But suppose we assume, if only for argument, that true communication between the planes can be established. Suppose it were established - we mean, for everybody, in some simple and dependable fashion. Suppose, as many hopeful ones really expect, that scientific experimenters hit on the right wave length, devise the right apparatus - so that talking to "dead folk" is no harder than picking up a phone. Curiously enough, no one starts any arguments about the effects of that, or tries to get bills through State legislatures compelling scientists to lay off the project.
Probably one reason for that is, ignorance and pseudo-science don't dare dignify spiritism that far - to admit there's even a shadow of a possibility of a millimicron of truth in it. Religious fanaticism, of course, being incapable of thought, must be left to its own withering.
Under our supposition, that one could punch a button or two and get his deceased great-aunt "on the wire", all might go well. That would be one-way communication, or if not that, still one wouldn't have to answer if station Astral called up. But suppose the process were not mechanical. Suppose (as many persons expect) there is a general development of involuntary psychism, clairaudience or clairvoyance or telepathic powers, or all of these or an combination of them (we don't know how to distinguish them anyway). Any lowering of the threshold that gave access to astral perception. If that came about rather suddenly (say, in a year, or three or four years) it is plain that some three-fourths of the population would become filberts. Or maybe four-fifths or seven-eighths, since three-fourths of us are said to be filberts already, about something or other.
At this point speculation becomes fascinating. We envision the world-wide spread of Filbertism, the frantic effort to catch all the Filberts, examine them (medical men, psychiatrists, psychologists, most of them somewhat Filbertish themselves), haul them into courts of [12] law (judges, lawyers, D.A.s, juries, commissioners, examiners., D.F.s generally, also becoming Filbertish), get them into asylums, prisons, hospitals, fetters and straight-jackets, anything to make the world safe for non-Filberts, but all to no avail. And as to the religionists -
We have it said "If the Pope should turn Presbyterian, great changes would take place."
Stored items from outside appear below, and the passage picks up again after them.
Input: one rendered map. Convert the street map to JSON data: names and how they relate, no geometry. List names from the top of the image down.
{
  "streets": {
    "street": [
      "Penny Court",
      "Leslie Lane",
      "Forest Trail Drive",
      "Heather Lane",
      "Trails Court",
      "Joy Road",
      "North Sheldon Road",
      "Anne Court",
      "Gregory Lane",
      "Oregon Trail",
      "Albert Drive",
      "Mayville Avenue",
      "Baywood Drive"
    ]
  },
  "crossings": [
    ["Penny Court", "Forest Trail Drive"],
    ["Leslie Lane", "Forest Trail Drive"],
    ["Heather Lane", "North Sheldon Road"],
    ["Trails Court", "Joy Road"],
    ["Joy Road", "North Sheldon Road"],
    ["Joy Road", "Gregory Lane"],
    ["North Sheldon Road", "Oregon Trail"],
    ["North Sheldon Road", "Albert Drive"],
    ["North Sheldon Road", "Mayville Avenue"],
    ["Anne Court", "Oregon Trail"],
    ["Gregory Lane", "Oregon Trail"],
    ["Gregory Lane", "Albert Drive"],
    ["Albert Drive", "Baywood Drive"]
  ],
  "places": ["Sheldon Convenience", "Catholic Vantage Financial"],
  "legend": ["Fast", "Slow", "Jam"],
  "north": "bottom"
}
For Popes and saints to see spirits, seems to be all right. But if the whole of mankind (except doctors and lawyers, maybe) began to see or hear them, changes might be even greater than under the Presbyterian hypothesis.
What would be the first reaction of religious orthodoxy? Visitation of devils, probably - and so, what an orgy of bell, Book, and candle, or exorcism of countless legions of Imps - and elsewhere, prayers aplenty, and pious exaltations, and holy rollering, and suicides and homicides and all the other familiar filbert reactions. But then maybe, who knows, Orthodoxy might find it a blessed event, millennial forerunner, and so presently adjust itself, accept everything and take credit for everything, declare that it always preached a true spiritism, and-so-forth and fifth . . . .
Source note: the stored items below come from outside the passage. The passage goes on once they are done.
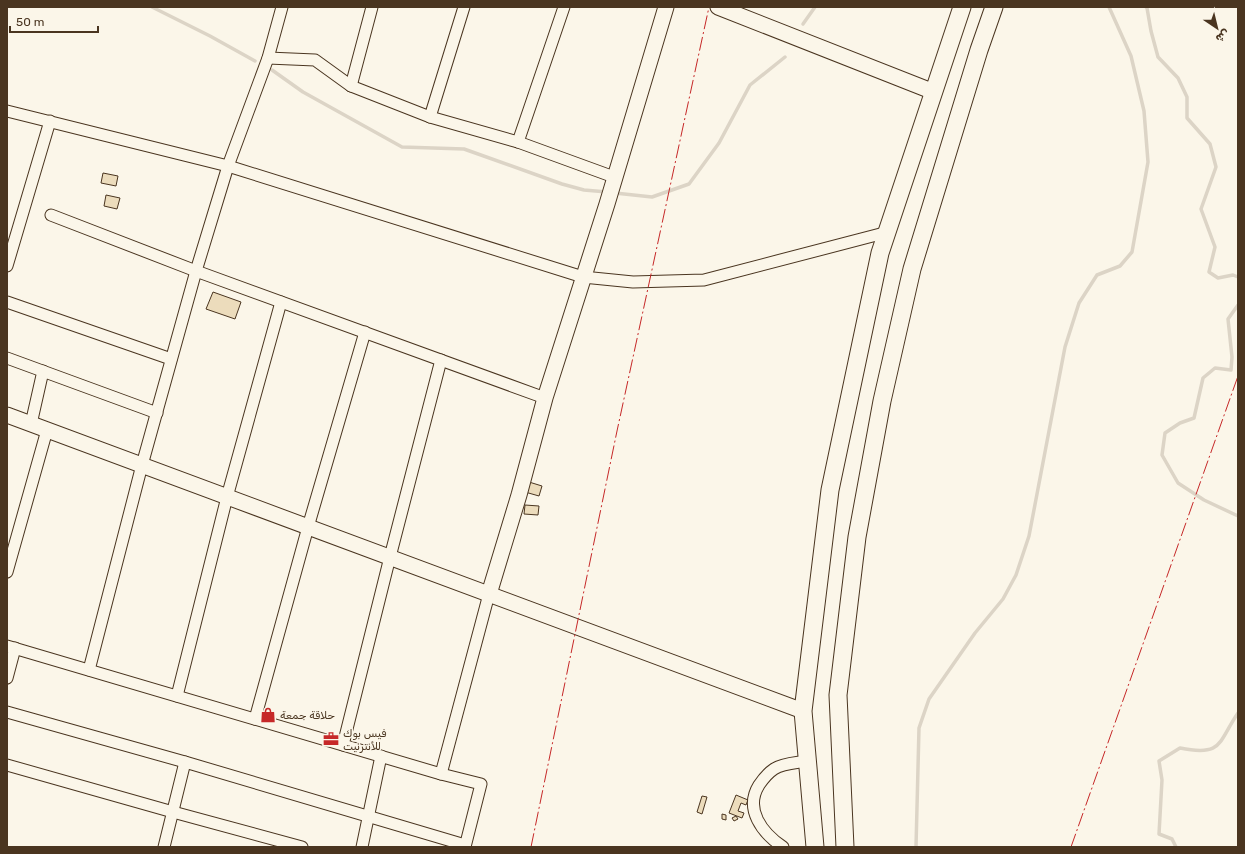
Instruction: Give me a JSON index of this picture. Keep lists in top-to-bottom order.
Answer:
{
  "places": {
    "shop": ["حلاقة جمعة"],
    "office": ["فيس بوك للأنترنيت"]
  },
  "scale_bar": "50 m",
  "north": "bottom right"
}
We hate to leave these speculations, but must get back to our real subject. For that purpose we'll suppose the first shock over, and all the more dangerous Filberts either dead or in confinement. We now have a humanity accepting spirit communication as a commonplace, with perception operating on both sides of the Veil, and some kind of modus vivendi established - for there are means of securing privacy even against ghosties, unless they be of a most superior sort. The question is, Will that be a desirable status, think you - or not?
It is often pointed out, with some show of reason, that since we seem incapable of managing the affairs of our earth plane, the intrusion of another level of existence would be intolerable. The chief use of our five senses, probably, is to shut out nine-tenths of our environment, rather than to give us access to it.
Nevertheless there are millions of people who are often, even habitually aware of supernormal perceptions, and who are just as normal otherwise as anybody else. And all the genuine occultists we have known personally have been rather above the average in practical affairs, besides having an I.Q. at least as high as their blood pressure. To extend either the mental or sensory environment to another plane is no whit different than extending it by travel or study - by science or philosophy, or mythology, or poetry. The prerequisite, of course, is the absence of fear and of crippling dogmatisms, plus proper instruction in elementary psychic facts.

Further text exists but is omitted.